例えばさ、一織さんとは明らかに違うって感じた。リアルのΩってあまり会う機会無いけど、こんな感じだよなってストンと来る。本人は後天性だから匂い薄くてあんまりΩっぽくないって言ってたけど、少しは匂いもするし明らかに俺らとは違うってわかるんだ。」

「…なるほどな。」

「でも、八束くんはさ…。」

少し口篭る橙。青秋は先を促すように瞬きをした。それにつられるように言葉を続ける橙。

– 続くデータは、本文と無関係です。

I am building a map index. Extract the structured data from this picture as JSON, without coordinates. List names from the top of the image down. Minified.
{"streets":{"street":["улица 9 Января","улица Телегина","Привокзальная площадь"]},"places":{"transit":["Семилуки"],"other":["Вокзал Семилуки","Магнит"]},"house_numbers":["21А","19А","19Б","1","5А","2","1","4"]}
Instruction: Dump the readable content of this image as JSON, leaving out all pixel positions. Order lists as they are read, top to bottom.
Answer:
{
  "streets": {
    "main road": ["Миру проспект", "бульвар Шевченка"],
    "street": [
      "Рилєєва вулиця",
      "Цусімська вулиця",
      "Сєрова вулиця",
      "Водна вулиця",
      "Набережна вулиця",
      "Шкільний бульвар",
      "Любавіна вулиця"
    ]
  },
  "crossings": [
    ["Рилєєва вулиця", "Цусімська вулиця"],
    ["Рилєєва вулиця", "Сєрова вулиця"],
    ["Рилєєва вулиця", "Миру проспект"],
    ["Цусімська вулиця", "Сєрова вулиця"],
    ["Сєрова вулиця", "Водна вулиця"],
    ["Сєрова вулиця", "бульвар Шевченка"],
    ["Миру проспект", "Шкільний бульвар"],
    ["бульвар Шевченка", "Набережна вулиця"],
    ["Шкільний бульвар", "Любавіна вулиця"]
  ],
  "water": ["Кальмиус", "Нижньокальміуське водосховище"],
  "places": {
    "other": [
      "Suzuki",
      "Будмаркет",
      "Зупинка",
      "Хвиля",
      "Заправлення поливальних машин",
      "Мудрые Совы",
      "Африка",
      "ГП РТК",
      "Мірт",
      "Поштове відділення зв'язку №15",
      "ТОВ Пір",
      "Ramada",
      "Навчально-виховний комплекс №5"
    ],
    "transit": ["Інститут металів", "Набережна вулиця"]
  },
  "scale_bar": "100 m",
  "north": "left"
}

「八束くんには、"違う"って感覚が来なかった。青兄にはどうなんだか知らないけど、俺には匂いも全くわからなかった。」

「…。」

「青兄は、違うの?」

聞かれて青秋は、内心舌を巻いていた。
ふわふわとして見えて、橙は時折敏い。何故青秋の気持ちに気づかないのか不思議な程だ。

実は、青秋も八束の異質さには気づいていた。
Ω60%、α30%、β10%。
それが八束のバース因子の内訳だ。事実、現在Ωとして発現もしている。
にも関わらず、八束と接していると、違う性であるという認識が鈍るのだ。八束の持つ聡明さがそうさせるのかと思った事もあるし、自分だけがそう感じているのかもしれないとも思った。けれど、Ωを好まずαを性的対象としている青秋にとっては、八束がΩらしくない方が都合が良かった。
だから、深く考える事を避けていた。
なのにまさか、ポッと帰ってきて2人と対面した橙がそれを見抜いてしまうとは。
αである橙が、八束をΩと認識出来ない。それは即ち…

「変な話なんだけど、俺の中では八束くんは…俺と"同じ"にカテゴライズされてる…。
俺のセンサー、おかしいのかな、青兄。」

少し不安そうな目をして問いかけてくる従弟の肩に手を置きながら、青秋も戸惑っている。

「いや。多分お前は正常だ、橙。」

「…ほんと?」

「八束くんは…彼は…。
彼こそが、おそらく特殊なんだ。」

だからこそ、可能性がある。同じ遅発性でも一織と八束は明らかに違うのだから。

「特殊って…。青兄はそれを知ってて八束くんを呼んだのかよ?」

疑念だらけの表情の橙。
それはそうだろうな、と青秋は思った。
婚約者候補として呼び寄せるという事は、将来子供を作るという事だ。それにはΩ性が高い程良いのではと普通は考える。
その方がαが産まれ易いのではないかと。
そしてその点を別にしても、αとそう体格差が無いゴツゴツした男よりも、どうせ抱くのなら、すんなりした線の細いΩを好むものではないのかと…きっとそれが、一般的なのだ。
なのに何故、自分達αとそう変わらない性質に感じる八束迄も一織と一緒に呼んだのかと、橙はそう言いたいのだ。

「一織くんだけじゃ駄目だったのか?」

「…別にそういう事ではない。一緒じゃないと来ないと一織くんが言ったから…。」

「じゃあ、一織くんが本命って事?」

「いや…。」

そう聞かれて素直に口篭ってしまい、しまったと思う青秋。

「…え、じゃ、もしかして本命って、八束くん?」

「え、いや…、それは…。」

揚げ足を取るかのような追撃に青秋は焦った。
橙に問い詰められて、口を割らないでいられるだろうか。

橙が本気になったら執拗いのを、青秋は誰よりも知っている。